━━ Dataset extract

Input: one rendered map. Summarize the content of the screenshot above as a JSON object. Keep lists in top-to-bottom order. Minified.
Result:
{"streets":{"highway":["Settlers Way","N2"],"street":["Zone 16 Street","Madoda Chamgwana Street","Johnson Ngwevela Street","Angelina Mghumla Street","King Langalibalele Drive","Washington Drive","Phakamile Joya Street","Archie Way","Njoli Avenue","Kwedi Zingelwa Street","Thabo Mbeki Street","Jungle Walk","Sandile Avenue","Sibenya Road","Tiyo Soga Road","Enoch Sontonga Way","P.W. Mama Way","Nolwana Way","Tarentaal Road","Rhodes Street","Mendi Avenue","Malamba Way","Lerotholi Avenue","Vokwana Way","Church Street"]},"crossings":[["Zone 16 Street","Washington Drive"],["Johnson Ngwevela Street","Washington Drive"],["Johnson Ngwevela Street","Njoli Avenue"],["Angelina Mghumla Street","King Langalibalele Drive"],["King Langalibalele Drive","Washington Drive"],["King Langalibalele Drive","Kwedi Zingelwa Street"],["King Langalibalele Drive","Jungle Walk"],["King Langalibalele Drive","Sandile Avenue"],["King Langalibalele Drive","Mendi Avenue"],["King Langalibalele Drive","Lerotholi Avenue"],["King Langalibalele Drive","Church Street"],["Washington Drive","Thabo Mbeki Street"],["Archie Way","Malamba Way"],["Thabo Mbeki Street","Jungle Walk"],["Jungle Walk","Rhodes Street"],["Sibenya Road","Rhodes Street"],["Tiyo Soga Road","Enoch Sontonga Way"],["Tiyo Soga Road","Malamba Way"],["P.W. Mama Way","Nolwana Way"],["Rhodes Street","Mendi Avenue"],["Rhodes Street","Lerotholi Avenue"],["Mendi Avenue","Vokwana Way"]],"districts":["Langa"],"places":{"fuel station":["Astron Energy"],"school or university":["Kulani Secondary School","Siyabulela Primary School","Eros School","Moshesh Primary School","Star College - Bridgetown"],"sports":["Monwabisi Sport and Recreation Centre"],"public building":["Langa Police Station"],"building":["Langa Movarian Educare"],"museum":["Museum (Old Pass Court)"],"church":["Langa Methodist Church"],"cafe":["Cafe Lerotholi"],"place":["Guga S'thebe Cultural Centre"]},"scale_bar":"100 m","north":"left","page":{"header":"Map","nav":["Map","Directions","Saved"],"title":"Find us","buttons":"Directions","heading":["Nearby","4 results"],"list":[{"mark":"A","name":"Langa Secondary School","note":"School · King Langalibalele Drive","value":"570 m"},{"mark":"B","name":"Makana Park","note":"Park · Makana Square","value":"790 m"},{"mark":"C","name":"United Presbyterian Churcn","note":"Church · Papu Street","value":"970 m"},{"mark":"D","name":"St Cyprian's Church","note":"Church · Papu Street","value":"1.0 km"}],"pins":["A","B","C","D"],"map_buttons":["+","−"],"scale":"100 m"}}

━━━━

* _Your goal_
The data is to be given again in full, with every line exact.

* _Solution_
Input: one rendered map. Summarize the content of the screenshot above as a JSON object. Keep lists in top-to-bottom order. Minified.
Result:
{"streets":{"highway":["Settlers Way","N2"],"street":["Zone 16 Street","Madoda Chamgwana Street","Johnson Ngwevela Street","Angelina Mghumla Street","King Langalibalele Drive","Washington Drive","Phakamile Joya Street","Archie Way","Njoli Avenue","Kwedi Zingelwa Street","Thabo Mbeki Street","Jungle Walk","Sandile Avenue","Sibenya Road","Tiyo Soga Road","Enoch Sontonga Way","P.W. Mama Way","Nolwana Way","Tarentaal Road","Rhodes Street","Mendi Avenue","Malamba Way","Lerotholi Avenue","Vokwana Way","Church Street"]},"crossings":[["Zone 16 Street","Washington Drive"],["Johnson Ngwevela Street","Washington Drive"],["Johnson Ngwevela Street","Njoli Avenue"],["Angelina Mghumla Street","King Langalibalele Drive"],["King Langalibalele Drive","Washington Drive"],["King Langalibalele Drive","Kwedi Zingelwa Street"],["King Langalibalele Drive","Jungle Walk"],["King Langalibalele Drive","Sandile Avenue"],["King Langalibalele Drive","Mendi Avenue"],["King Langalibalele Drive","Lerotholi Avenue"],["King Langalibalele Drive","Church Street"],["Washington Drive","Thabo Mbeki Street"],["Archie Way","Malamba Way"],["Thabo Mbeki Street","Jungle Walk"],["Jungle Walk","Rhodes Street"],["Sibenya Road","Rhodes Street"],["Tiyo Soga Road","Enoch Sontonga Way"],["Tiyo Soga Road","Malamba Way"],["P.W. Mama Way","Nolwana Way"],["Rhodes Street","Mendi Avenue"],["Rhodes Street","Lerotholi Avenue"],["Mendi Avenue","Vokwana Way"]],"districts":["Langa"],"places":{"fuel station":["Astron Energy"],"school or university":["Kulani Secondary School","Siyabulela Primary School","Eros School","Moshesh Primary School","Star College - Bridgetown"],"sports":["Monwabisi Sport and Recreation Centre"],"public building":["Langa Police Station"],"building":["Langa Movarian Educare"],"museum":["Museum (Old Pass Court)"],"church":["Langa Methodist Church"],"cafe":["Cafe Lerotholi"],"place":["Guga S'thebe Cultural Centre"]},"scale_bar":"100 m","north":"left","page":{"header":"Map","nav":["Map","Directions","Saved"],"title":"Find us","buttons":"Directions","heading":["Nearby","4 results"],"list":[{"mark":"A","name":"Langa Secondary School","note":"School · King Langalibalele Drive","value":"570 m"},{"mark":"B","name":"Makana Park","note":"Park · Makana Square","value":"790 m"},{"mark":"C","name":"United Presbyterian Churcn","note":"Church · Papu Street","value":"970 m"},{"mark":"D","name":"St Cyprian's Church","note":"Church · Papu Street","value":"1.0 km"}],"pins":["A","B","C","D"],"map_buttons":["+","−"],"scale":"100 m"}}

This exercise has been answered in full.